**WORK ORDER:**
Where does the string "linecap" appear in the records? Copy every line that contains it.

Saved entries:
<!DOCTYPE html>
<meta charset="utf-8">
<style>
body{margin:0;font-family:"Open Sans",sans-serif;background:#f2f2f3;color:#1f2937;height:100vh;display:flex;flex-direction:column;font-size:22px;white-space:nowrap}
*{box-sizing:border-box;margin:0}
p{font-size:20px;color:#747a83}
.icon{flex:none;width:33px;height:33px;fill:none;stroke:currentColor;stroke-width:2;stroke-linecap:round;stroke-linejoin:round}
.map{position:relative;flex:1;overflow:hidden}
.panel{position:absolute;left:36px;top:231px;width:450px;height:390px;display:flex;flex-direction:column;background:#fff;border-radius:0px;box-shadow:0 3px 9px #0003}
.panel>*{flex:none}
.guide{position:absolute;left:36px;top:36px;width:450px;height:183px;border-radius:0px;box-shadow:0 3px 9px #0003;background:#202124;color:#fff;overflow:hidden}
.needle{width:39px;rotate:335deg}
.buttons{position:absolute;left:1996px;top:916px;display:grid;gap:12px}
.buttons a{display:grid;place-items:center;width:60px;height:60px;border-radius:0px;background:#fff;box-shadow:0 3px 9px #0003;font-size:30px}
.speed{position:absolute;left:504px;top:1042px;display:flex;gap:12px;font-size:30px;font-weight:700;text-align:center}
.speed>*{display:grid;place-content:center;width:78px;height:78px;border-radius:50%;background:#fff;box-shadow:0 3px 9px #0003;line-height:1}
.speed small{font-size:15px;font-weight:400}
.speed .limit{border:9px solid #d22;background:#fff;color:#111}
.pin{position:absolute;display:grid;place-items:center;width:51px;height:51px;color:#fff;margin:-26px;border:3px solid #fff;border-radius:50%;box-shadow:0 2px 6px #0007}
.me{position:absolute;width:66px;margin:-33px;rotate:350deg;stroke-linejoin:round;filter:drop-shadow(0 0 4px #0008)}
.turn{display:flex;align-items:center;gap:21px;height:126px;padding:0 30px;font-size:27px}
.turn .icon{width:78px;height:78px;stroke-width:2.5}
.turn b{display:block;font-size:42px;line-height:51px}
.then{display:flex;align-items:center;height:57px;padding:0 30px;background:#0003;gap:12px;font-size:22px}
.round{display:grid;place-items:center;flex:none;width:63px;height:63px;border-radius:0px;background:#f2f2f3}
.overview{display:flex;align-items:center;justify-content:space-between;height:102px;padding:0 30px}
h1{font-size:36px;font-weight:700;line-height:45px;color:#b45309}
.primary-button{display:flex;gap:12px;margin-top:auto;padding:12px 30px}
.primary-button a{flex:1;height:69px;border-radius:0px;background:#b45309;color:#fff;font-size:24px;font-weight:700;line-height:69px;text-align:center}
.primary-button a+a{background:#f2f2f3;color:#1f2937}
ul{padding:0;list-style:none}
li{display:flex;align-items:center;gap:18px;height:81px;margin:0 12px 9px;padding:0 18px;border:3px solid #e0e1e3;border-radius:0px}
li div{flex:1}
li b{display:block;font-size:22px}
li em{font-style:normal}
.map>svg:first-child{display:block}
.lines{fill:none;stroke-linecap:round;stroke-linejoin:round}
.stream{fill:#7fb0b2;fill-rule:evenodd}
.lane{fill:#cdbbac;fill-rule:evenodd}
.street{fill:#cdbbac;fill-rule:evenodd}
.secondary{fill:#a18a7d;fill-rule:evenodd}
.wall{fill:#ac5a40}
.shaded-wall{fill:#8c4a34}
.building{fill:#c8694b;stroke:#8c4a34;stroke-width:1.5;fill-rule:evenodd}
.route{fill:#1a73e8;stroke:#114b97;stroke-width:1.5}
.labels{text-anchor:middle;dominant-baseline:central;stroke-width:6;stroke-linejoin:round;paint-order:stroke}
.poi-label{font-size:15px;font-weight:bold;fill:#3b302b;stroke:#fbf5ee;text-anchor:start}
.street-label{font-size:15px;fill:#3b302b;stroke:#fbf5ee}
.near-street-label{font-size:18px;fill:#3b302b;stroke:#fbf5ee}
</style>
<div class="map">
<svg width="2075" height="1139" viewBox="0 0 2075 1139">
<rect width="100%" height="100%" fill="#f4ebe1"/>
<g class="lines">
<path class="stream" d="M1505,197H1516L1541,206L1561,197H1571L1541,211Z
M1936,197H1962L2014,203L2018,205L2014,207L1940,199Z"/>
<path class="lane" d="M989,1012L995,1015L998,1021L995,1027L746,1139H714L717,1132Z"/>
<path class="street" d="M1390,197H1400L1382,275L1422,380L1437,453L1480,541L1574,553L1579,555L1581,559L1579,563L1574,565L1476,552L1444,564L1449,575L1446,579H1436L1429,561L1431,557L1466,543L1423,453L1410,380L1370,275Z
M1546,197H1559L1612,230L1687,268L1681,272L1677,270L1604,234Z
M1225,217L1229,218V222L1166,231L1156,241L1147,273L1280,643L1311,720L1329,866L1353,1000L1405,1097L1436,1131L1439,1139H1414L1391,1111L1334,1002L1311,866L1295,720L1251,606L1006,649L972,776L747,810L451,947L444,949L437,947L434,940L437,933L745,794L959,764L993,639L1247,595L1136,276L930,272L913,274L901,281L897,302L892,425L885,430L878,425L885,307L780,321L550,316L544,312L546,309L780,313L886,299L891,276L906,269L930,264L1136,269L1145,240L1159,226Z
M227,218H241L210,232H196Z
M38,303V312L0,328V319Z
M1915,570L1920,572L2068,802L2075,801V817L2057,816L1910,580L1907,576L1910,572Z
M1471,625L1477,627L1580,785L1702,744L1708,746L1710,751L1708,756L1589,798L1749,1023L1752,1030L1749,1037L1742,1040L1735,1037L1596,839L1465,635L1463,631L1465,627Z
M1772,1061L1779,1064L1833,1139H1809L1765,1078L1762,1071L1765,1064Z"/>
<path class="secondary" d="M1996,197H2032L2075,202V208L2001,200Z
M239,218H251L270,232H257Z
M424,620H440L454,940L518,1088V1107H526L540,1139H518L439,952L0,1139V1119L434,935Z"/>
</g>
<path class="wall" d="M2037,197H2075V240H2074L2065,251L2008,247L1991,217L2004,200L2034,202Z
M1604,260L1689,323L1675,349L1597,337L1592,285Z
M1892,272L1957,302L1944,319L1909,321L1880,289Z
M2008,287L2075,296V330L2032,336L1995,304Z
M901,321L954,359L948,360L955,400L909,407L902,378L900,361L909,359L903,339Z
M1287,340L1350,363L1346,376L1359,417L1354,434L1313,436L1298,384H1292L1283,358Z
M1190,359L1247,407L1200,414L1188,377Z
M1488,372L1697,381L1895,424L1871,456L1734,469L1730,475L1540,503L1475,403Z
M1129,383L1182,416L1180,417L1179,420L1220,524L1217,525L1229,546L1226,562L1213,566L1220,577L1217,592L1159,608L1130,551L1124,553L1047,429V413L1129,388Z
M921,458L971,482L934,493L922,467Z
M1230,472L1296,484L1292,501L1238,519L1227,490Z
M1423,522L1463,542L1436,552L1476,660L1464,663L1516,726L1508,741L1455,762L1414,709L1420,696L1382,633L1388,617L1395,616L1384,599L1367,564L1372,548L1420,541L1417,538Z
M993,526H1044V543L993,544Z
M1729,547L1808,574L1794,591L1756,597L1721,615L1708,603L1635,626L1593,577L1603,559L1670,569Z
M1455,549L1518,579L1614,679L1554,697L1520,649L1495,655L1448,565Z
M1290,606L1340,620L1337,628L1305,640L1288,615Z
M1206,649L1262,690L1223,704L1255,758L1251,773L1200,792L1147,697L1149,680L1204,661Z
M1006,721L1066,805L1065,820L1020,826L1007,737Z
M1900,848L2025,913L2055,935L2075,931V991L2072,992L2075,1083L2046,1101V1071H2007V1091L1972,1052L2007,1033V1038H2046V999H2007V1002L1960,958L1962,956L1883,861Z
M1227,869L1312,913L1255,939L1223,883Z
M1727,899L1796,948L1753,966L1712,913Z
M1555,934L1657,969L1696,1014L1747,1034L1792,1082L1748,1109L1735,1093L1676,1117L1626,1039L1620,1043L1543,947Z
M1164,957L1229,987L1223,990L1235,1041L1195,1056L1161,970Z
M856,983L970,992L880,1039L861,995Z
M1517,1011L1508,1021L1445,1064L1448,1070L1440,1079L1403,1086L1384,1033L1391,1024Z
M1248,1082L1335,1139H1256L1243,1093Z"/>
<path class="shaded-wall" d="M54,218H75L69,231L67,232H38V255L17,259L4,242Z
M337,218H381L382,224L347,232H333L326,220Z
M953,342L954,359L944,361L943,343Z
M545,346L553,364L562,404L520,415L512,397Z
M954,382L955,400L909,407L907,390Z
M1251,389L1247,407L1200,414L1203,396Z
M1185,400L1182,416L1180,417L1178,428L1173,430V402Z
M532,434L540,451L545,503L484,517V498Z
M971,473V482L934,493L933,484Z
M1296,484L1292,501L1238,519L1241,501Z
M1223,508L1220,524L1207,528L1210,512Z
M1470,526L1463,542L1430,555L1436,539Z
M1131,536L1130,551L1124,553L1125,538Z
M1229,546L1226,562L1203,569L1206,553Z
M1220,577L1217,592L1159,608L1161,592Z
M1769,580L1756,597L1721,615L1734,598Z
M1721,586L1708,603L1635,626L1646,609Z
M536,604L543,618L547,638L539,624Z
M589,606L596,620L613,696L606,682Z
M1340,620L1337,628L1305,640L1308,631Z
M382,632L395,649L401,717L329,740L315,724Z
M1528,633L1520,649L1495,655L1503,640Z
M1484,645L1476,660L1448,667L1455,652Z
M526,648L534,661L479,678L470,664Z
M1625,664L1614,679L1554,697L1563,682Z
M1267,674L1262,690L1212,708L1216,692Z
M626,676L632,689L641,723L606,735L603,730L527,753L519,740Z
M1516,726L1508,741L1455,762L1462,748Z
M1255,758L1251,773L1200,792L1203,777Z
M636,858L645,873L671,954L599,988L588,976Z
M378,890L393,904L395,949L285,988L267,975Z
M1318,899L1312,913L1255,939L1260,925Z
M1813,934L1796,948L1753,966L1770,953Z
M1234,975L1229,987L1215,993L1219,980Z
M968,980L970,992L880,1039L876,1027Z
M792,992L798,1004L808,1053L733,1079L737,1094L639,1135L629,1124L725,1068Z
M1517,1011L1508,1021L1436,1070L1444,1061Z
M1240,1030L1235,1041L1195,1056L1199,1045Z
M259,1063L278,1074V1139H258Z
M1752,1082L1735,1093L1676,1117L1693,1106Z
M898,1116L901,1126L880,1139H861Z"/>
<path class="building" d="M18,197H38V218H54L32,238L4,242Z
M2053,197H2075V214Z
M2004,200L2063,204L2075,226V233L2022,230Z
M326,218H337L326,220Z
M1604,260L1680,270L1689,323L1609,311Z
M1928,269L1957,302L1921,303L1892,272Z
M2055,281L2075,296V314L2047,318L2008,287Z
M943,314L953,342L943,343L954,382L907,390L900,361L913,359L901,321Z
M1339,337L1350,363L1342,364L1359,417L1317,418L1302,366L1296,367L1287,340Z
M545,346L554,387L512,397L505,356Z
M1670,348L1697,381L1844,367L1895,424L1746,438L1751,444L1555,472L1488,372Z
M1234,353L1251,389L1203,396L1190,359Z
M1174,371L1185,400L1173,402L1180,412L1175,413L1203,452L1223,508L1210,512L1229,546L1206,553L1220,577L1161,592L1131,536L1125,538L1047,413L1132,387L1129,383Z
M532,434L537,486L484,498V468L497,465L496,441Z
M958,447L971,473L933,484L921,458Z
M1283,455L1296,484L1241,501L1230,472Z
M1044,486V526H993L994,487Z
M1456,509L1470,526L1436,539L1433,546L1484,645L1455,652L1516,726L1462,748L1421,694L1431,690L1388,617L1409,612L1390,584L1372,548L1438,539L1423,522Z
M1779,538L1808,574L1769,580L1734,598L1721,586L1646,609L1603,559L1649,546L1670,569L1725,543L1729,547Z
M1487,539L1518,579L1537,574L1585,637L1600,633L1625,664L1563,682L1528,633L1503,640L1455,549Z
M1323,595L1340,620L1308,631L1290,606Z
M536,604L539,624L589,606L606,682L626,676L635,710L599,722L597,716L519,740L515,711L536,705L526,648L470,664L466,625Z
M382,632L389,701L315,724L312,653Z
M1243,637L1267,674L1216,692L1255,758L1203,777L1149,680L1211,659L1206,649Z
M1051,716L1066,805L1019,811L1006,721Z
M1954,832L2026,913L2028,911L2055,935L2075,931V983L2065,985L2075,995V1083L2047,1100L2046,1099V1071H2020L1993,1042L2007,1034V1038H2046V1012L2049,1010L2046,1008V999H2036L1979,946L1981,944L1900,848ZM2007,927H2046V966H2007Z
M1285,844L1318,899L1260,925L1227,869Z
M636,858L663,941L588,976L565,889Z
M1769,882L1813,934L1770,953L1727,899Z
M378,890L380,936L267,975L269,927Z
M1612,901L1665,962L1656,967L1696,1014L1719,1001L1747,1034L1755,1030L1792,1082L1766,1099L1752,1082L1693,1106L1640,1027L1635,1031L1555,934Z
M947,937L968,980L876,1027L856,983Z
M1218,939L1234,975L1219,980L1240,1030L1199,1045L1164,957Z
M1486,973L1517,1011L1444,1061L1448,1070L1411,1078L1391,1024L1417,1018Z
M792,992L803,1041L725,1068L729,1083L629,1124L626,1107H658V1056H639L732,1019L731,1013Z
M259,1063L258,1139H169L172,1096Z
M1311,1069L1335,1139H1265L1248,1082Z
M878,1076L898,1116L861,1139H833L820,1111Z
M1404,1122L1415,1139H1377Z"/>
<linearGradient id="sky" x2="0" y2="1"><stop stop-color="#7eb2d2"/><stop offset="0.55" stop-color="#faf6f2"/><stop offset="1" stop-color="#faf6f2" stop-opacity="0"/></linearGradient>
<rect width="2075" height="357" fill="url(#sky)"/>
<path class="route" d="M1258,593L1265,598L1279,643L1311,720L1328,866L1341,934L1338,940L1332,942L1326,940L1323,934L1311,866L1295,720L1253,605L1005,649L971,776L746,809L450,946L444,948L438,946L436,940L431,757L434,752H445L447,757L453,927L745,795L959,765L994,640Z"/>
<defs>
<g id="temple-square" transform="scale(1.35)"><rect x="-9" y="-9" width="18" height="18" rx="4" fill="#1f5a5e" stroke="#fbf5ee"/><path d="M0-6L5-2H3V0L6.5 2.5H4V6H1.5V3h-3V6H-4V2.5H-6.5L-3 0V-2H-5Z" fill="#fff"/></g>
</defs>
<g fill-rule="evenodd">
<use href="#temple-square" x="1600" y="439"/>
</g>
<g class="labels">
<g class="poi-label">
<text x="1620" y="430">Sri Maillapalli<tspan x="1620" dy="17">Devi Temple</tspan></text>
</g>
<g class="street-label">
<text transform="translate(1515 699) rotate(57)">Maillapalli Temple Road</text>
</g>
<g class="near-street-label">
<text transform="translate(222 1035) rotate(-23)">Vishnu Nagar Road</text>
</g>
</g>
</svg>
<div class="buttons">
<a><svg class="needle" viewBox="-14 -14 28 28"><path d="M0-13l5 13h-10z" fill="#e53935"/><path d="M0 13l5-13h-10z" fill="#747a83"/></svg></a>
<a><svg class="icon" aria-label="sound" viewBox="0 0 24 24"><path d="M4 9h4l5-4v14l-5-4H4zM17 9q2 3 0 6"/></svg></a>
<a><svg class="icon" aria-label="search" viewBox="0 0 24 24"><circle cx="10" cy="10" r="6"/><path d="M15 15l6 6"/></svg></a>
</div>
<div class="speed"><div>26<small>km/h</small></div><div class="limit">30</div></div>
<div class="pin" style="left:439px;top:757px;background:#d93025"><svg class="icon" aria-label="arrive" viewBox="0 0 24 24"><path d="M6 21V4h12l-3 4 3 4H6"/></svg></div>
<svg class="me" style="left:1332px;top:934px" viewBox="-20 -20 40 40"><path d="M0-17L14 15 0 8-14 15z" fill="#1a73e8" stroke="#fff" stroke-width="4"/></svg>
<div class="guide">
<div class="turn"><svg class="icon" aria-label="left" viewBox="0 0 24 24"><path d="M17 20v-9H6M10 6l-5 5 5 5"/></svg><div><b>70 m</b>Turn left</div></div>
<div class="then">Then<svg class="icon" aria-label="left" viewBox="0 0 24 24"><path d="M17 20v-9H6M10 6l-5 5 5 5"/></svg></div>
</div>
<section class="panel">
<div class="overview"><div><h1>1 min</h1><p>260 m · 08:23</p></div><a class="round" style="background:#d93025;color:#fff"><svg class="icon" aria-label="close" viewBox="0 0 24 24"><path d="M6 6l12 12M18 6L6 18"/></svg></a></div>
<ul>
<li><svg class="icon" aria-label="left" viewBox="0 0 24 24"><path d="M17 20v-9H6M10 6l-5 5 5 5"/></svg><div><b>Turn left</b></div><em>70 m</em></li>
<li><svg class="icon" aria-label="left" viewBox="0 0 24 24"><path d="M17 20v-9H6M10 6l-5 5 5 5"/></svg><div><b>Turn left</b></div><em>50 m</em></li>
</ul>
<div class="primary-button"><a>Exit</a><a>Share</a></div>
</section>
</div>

**SOLVED PROBLEM:**
.icon{flex:none;width:33px;height:33px;fill:none;stroke:currentColor;stroke-width:2;stroke-linecap:round;stroke-linejoin:round}
.lines{fill:none;stroke-linecap:round;stroke-linejoin:round}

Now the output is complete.